WHAT NEEDS TO BE DONE |
Find the string "head" in the records. Copy every line it appears in.

┌────────

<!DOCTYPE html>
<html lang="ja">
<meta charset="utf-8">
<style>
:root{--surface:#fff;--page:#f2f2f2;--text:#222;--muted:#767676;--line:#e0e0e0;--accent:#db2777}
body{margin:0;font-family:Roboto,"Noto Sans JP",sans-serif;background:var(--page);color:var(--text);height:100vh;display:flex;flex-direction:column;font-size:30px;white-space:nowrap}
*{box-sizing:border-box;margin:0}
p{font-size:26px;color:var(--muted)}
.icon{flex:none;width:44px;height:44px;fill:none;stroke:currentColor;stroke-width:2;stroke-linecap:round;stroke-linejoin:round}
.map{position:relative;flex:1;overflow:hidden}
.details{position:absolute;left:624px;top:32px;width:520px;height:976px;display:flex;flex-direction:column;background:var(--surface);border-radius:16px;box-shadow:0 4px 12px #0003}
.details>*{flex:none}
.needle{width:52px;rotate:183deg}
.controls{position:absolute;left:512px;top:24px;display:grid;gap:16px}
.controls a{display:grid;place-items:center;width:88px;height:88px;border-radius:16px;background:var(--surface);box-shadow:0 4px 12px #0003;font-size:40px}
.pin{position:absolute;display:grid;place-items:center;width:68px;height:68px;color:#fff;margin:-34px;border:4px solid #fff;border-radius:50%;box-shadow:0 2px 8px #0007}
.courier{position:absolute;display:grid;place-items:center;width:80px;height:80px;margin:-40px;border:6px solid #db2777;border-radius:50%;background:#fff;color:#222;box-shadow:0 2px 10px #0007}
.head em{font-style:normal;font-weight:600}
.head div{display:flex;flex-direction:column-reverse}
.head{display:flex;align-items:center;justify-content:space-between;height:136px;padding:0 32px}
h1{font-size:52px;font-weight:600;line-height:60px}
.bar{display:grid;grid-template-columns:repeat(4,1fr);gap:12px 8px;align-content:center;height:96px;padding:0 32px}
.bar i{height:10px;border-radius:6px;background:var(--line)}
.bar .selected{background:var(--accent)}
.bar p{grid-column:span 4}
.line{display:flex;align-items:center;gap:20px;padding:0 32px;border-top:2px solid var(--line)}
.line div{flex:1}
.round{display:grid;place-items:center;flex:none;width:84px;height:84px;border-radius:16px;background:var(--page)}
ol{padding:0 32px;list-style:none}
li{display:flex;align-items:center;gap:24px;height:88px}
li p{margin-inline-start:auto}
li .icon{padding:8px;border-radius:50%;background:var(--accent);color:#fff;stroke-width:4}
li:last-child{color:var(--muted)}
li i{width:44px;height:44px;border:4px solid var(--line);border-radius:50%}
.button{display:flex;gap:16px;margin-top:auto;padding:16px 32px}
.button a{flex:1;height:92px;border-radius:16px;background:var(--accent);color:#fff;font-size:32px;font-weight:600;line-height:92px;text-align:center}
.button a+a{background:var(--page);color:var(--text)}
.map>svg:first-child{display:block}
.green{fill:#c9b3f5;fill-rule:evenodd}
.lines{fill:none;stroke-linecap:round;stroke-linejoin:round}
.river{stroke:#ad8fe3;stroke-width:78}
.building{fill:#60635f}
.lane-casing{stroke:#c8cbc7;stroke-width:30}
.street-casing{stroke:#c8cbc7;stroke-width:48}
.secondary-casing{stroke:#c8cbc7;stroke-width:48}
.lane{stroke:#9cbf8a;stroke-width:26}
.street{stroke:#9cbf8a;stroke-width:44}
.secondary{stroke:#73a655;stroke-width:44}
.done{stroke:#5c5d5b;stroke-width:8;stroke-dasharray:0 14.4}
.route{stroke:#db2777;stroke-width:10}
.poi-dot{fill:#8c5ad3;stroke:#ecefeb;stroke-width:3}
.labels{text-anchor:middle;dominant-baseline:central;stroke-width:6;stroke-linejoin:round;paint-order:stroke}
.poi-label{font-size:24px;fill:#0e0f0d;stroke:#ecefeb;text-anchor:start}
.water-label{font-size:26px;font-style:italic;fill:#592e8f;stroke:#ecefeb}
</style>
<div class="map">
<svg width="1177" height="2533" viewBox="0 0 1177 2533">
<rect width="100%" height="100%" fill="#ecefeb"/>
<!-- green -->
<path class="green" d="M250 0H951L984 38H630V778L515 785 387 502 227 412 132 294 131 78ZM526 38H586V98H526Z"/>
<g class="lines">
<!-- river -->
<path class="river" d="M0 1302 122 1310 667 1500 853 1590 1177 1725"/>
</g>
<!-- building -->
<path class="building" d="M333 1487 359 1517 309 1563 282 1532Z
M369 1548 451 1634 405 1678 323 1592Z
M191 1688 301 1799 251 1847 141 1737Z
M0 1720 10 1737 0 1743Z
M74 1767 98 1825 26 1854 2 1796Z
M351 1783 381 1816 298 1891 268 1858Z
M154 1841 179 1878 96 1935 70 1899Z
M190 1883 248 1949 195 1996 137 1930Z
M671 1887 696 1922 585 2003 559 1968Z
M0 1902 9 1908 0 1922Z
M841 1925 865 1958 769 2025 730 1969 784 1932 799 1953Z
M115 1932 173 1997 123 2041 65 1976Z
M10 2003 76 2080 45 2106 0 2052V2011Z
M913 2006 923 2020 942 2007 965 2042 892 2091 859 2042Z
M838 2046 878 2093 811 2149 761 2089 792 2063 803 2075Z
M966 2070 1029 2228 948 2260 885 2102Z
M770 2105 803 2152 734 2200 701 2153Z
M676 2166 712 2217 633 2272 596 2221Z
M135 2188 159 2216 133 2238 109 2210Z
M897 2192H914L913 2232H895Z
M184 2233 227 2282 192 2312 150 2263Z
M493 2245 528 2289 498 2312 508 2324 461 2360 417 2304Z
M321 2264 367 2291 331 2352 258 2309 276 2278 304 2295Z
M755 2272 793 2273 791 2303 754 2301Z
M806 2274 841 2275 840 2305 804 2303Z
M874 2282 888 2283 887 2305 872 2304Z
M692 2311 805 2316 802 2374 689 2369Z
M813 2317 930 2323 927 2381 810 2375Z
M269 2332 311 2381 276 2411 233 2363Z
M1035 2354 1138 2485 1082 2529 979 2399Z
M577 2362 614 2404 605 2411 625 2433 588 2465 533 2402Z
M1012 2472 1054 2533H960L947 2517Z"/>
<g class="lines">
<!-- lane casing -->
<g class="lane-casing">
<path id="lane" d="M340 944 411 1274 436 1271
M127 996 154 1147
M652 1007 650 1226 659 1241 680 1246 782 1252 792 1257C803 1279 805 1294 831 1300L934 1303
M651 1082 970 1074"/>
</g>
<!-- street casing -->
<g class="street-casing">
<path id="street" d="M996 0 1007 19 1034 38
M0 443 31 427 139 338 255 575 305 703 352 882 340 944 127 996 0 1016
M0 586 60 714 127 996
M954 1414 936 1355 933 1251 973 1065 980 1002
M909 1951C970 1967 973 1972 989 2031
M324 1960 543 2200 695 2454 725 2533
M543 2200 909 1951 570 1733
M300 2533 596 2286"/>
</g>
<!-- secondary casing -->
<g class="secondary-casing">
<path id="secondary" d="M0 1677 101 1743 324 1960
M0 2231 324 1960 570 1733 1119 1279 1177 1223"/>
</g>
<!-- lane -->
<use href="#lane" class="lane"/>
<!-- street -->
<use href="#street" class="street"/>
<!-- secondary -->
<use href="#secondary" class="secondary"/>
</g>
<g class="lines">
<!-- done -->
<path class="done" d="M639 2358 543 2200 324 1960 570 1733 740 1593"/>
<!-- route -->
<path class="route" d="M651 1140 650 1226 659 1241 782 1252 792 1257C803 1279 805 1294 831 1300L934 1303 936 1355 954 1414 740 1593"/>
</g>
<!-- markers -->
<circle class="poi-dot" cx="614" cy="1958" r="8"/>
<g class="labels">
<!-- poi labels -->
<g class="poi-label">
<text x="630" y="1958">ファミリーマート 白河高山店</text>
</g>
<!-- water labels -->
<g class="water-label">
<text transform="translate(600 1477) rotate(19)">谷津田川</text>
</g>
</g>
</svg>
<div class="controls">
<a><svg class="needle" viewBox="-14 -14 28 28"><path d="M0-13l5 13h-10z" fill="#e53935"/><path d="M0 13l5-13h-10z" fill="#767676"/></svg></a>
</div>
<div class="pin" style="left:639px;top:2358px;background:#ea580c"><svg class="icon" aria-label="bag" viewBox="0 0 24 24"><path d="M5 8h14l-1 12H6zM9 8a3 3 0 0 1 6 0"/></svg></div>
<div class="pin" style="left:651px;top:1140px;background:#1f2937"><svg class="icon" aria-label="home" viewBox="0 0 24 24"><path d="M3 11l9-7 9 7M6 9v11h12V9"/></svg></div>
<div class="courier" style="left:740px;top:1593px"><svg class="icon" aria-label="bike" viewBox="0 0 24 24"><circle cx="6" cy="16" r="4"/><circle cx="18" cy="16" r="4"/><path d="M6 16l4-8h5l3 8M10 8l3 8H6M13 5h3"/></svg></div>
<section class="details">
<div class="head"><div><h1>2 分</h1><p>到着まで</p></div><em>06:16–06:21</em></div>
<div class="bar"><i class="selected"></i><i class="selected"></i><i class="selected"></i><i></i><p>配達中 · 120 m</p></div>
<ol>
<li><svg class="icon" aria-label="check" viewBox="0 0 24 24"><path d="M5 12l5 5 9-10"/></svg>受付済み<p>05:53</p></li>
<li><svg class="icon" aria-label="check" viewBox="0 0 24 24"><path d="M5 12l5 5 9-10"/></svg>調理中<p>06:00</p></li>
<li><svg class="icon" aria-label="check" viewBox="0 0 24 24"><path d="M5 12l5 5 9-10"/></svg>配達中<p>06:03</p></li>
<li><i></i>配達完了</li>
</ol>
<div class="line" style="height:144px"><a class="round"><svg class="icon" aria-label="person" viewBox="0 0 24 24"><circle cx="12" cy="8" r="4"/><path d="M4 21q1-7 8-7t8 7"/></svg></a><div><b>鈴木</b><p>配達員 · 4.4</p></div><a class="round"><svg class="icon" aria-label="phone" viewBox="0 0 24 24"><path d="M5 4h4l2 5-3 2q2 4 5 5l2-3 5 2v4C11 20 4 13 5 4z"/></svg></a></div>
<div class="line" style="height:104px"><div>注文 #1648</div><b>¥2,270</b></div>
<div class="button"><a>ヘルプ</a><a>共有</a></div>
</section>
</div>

└────────

EXERCISE OUTPUT |
.head em{font-style:normal;font-weight:600}
.head div{display:flex;flex-direction:column-reverse}
.head{display:flex;align-items:center;justify-content:space-between;height:136px;padding:0 32px}
<div class="head"><div><h1>2 分</h1><p>到着まで</p></div><em>06:16–06:21</em></div>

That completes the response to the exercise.